Understand what foods you enjoy most.
As you continue to try out foods, it might feel like you're eating things for the first time because you're actually paying attention to how they make you feel. Suddenly the crunch of tortilla chips is fantastic or the juiciness of fruit becomes impossible to stay away from. Once you know what you truly enjoy eating and what makes your body feel excellent, it'll all seem so simple. You may even wonder how you never ate this consciously before.
Stop the dieting.
The classic line is "it's not a diet, it's a lifestyle change," which is definitely true. When you get on a temporary program for a quick fix, it's almost always a guarantee you'll gain whatever weight you lost right back once your diet is done. When you start something that is sustainable and creates a greater understanding of self, you're more likely going to stick with it rather than drop everything you learned after your 21 days (or however long the diet is) is up.

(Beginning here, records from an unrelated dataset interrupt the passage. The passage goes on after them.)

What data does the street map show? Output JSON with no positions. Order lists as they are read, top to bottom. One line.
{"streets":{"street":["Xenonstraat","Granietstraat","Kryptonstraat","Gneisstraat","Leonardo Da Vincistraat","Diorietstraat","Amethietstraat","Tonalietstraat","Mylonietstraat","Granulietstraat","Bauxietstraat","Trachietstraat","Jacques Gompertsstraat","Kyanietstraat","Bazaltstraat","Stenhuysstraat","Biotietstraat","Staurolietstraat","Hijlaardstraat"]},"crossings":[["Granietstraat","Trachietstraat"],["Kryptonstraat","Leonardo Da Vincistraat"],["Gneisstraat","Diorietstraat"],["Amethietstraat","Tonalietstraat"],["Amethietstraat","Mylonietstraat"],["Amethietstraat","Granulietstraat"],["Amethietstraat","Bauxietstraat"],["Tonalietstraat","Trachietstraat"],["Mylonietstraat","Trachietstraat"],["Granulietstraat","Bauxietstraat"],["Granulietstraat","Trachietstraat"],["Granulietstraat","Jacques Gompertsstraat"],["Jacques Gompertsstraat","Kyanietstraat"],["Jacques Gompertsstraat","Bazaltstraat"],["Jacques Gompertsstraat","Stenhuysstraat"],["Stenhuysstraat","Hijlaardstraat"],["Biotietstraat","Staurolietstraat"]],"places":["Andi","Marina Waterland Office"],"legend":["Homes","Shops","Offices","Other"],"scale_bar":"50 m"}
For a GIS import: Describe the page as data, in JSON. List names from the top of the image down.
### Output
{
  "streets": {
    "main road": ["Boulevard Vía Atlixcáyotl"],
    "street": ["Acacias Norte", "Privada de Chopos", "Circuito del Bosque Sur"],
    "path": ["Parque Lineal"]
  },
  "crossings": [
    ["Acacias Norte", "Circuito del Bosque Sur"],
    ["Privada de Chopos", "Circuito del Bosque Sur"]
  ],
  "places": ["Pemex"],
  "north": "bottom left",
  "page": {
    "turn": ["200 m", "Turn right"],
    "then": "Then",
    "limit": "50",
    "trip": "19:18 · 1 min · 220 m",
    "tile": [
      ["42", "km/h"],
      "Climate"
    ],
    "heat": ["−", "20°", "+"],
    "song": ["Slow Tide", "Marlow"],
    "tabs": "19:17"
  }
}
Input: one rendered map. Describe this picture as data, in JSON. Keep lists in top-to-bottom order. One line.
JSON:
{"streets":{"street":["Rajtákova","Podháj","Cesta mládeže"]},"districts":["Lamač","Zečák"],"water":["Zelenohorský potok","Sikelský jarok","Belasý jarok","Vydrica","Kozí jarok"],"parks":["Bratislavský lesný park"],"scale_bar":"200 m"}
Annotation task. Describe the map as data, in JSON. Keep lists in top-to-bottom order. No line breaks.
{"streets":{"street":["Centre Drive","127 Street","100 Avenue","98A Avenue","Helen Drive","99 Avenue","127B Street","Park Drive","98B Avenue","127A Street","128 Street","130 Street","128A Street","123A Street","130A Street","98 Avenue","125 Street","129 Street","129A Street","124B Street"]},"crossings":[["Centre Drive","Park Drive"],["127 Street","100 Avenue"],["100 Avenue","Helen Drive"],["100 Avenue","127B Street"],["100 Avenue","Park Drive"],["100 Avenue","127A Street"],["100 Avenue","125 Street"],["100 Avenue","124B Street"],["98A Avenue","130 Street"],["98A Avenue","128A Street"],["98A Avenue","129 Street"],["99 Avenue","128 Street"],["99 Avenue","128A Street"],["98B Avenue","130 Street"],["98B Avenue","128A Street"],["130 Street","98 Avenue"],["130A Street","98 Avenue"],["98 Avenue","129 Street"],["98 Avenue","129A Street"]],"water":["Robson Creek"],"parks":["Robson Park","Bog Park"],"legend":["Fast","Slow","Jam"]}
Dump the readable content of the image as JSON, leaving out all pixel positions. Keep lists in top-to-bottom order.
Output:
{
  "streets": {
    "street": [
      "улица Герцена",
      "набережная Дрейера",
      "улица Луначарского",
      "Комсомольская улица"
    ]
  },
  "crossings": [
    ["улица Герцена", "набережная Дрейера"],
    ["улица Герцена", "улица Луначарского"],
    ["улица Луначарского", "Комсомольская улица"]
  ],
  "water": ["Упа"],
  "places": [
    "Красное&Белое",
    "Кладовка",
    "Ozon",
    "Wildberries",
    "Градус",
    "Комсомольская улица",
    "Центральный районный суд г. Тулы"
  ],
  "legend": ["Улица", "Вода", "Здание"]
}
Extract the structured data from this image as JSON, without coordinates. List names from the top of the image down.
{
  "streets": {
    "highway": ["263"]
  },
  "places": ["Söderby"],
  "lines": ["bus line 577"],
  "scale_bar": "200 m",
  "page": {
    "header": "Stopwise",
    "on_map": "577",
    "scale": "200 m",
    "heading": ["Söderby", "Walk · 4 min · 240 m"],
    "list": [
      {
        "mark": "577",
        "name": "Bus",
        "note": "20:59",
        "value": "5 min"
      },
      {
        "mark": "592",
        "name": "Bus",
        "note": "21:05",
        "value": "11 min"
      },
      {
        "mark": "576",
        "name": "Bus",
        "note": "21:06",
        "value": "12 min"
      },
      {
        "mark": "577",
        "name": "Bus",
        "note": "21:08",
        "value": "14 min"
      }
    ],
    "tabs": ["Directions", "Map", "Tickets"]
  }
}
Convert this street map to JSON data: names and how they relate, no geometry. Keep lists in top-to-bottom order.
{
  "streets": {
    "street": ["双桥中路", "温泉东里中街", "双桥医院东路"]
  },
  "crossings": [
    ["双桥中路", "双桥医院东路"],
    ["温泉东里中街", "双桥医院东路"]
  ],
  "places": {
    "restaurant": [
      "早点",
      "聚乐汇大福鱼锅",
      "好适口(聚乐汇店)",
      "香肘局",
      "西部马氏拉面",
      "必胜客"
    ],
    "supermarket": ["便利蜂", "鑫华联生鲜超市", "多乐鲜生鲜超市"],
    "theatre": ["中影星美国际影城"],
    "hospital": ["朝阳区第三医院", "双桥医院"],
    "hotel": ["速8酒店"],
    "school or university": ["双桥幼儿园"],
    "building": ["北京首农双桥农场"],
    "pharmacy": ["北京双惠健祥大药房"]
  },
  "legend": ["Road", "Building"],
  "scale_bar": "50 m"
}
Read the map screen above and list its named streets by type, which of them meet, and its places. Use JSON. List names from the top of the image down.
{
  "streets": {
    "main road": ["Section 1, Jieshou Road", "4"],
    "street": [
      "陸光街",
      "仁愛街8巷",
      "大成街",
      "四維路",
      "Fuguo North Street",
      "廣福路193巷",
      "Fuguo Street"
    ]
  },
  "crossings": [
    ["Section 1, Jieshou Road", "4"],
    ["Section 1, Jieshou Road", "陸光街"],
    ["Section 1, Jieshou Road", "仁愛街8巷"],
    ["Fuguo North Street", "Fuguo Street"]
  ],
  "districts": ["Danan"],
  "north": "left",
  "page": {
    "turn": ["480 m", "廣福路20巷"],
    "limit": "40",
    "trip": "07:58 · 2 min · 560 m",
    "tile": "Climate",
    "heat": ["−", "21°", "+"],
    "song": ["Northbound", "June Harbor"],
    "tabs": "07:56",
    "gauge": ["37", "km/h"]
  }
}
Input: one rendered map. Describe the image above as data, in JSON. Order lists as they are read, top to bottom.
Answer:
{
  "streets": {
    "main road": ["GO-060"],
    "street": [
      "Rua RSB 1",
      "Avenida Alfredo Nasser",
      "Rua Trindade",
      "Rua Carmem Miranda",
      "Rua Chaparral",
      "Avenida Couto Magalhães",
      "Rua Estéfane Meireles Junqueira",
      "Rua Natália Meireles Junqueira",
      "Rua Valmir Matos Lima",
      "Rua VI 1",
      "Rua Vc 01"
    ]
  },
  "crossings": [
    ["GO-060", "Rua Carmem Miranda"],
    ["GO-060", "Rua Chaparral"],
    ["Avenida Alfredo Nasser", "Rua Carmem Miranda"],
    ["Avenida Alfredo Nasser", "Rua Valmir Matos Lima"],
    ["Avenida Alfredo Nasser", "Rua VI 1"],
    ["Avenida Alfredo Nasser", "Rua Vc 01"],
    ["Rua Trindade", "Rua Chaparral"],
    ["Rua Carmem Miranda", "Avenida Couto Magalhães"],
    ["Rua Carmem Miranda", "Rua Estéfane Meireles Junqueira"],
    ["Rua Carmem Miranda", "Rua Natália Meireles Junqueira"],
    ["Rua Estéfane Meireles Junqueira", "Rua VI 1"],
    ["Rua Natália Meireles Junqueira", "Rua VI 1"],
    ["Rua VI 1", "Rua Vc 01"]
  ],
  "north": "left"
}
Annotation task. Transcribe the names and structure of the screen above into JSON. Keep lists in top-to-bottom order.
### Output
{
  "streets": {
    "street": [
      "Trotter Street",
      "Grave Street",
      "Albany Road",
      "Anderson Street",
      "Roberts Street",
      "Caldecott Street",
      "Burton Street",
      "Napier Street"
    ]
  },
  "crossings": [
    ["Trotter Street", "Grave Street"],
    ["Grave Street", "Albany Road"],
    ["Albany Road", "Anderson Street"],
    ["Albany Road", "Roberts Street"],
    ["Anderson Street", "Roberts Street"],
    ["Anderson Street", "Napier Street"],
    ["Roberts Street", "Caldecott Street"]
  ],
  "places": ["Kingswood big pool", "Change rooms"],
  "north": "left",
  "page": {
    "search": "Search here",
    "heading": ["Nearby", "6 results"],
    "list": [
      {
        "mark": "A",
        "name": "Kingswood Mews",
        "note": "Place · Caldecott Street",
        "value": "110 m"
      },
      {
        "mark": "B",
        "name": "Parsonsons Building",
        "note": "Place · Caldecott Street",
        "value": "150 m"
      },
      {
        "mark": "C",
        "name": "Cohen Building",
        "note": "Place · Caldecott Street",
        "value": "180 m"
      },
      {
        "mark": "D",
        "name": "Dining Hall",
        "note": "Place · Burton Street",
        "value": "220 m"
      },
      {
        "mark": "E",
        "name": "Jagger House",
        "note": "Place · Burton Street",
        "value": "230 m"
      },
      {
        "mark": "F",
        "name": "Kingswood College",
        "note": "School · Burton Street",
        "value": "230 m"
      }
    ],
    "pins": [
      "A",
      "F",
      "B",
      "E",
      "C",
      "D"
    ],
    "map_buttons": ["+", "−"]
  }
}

Putting an end to emotional eating.
Emotional eating doesn't just happen after someone has been broken up with. When you pay close attention to yourself, you might notice you're more likely to eat when you're feeling stressed, or even excited. It's easy to convince yourself you've had a bad day or it's Friday and you're ready to go out because "you deserve to eat whatever you want." We've all been there. When you stop and think about it for a minute, though, and realize you're only eating because you're in a certain mood and not because you're hungry—that's when growth happens.